### Saved data entries:

###

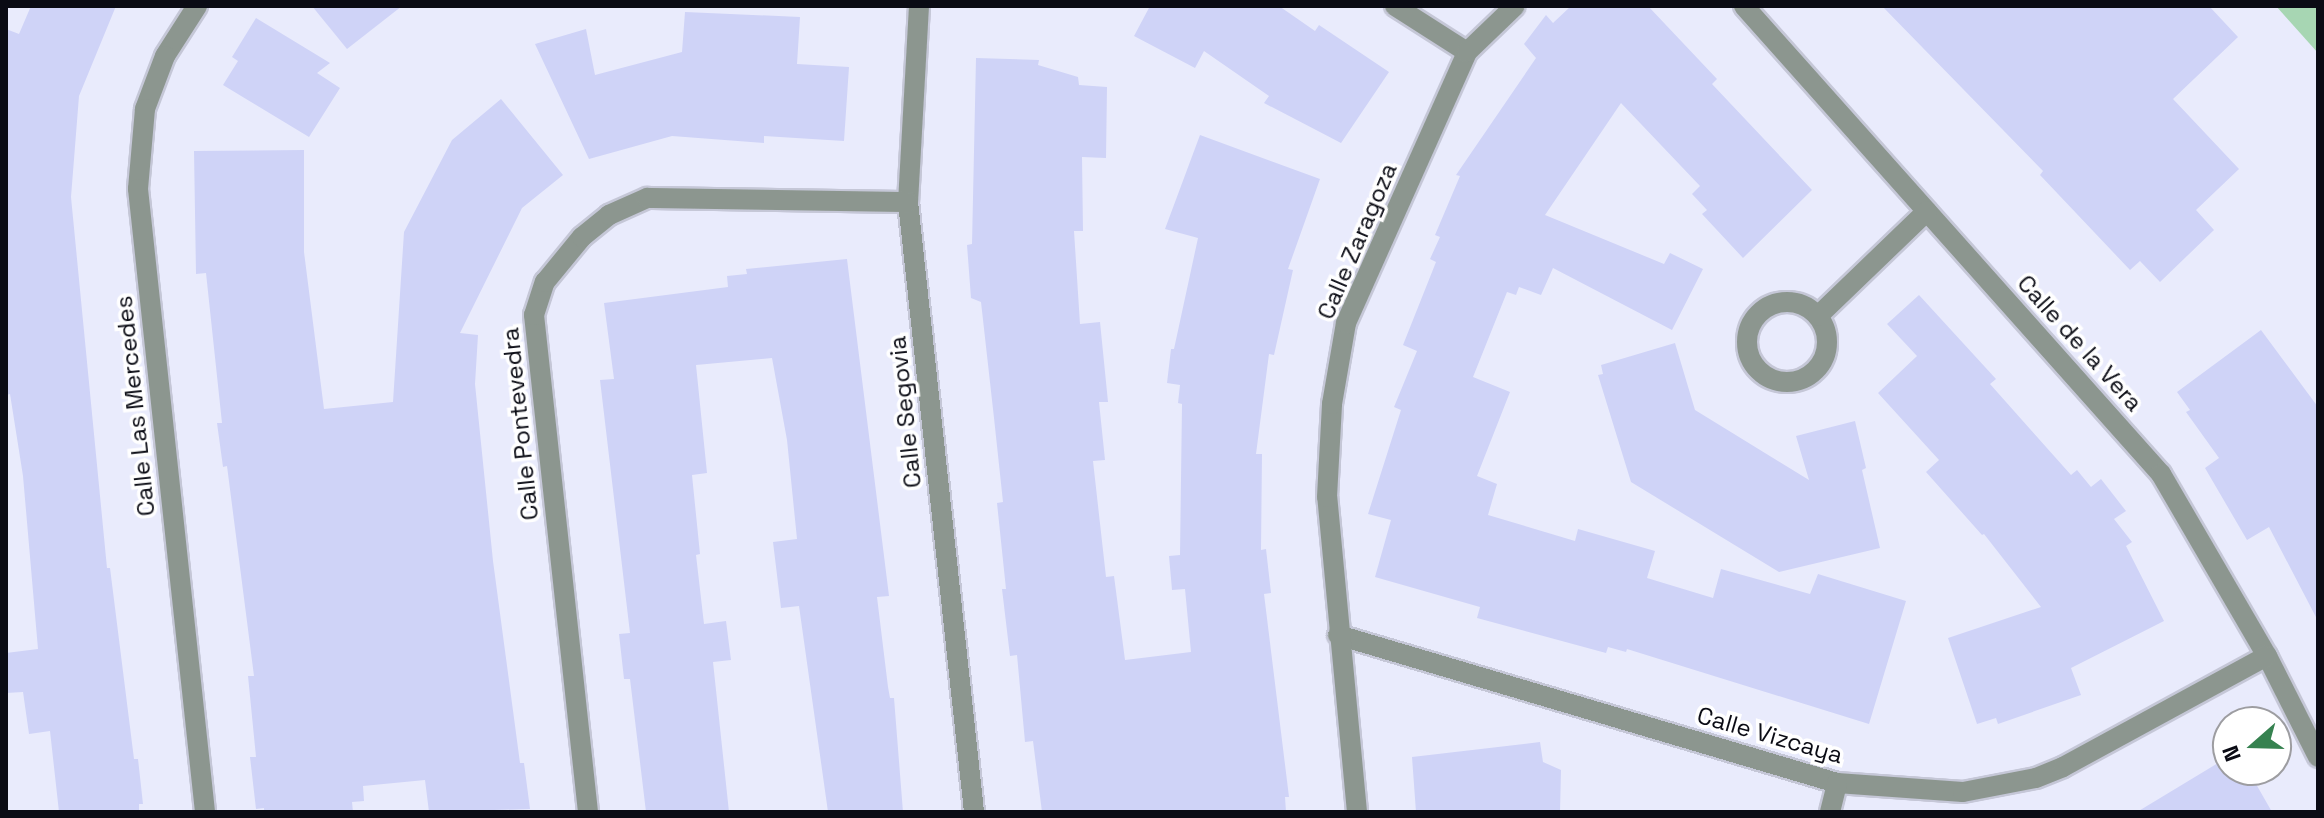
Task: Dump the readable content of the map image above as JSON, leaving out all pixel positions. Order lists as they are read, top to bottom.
{
  "streets": {
    "street": [
      "Calle Zaragoza",
      "Calle de la Vera",
      "Calle Las Mercedes",
      "Calle Segovia",
      "Calle Pontevedra",
      "Calle Vizcaya"
    ]
  },
  "crossings": [
    ["Calle Zaragoza", "Calle Vizcaya"],
    ["Calle de la Vera", "Calle Vizcaya"],
    ["Calle Segovia", "Calle Pontevedra"]
  ],
  "north": "left"
}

###

### YOUR TASK:
Exact copy, no pictures: set down all the entries again as they stand.

### TASK RESPONSE:
Task: Dump the readable content of the map image above as JSON, leaving out all pixel positions. Order lists as they are read, top to bottom.
{
  "streets": {
    "street": [
      "Calle Zaragoza",
      "Calle de la Vera",
      "Calle Las Mercedes",
      "Calle Segovia",
      "Calle Pontevedra",
      "Calle Vizcaya"
    ]
  },
  "crossings": [
    ["Calle Zaragoza", "Calle Vizcaya"],
    ["Calle de la Vera", "Calle Vizcaya"],
    ["Calle Segovia", "Calle Pontevedra"]
  ],
  "north": "left"
}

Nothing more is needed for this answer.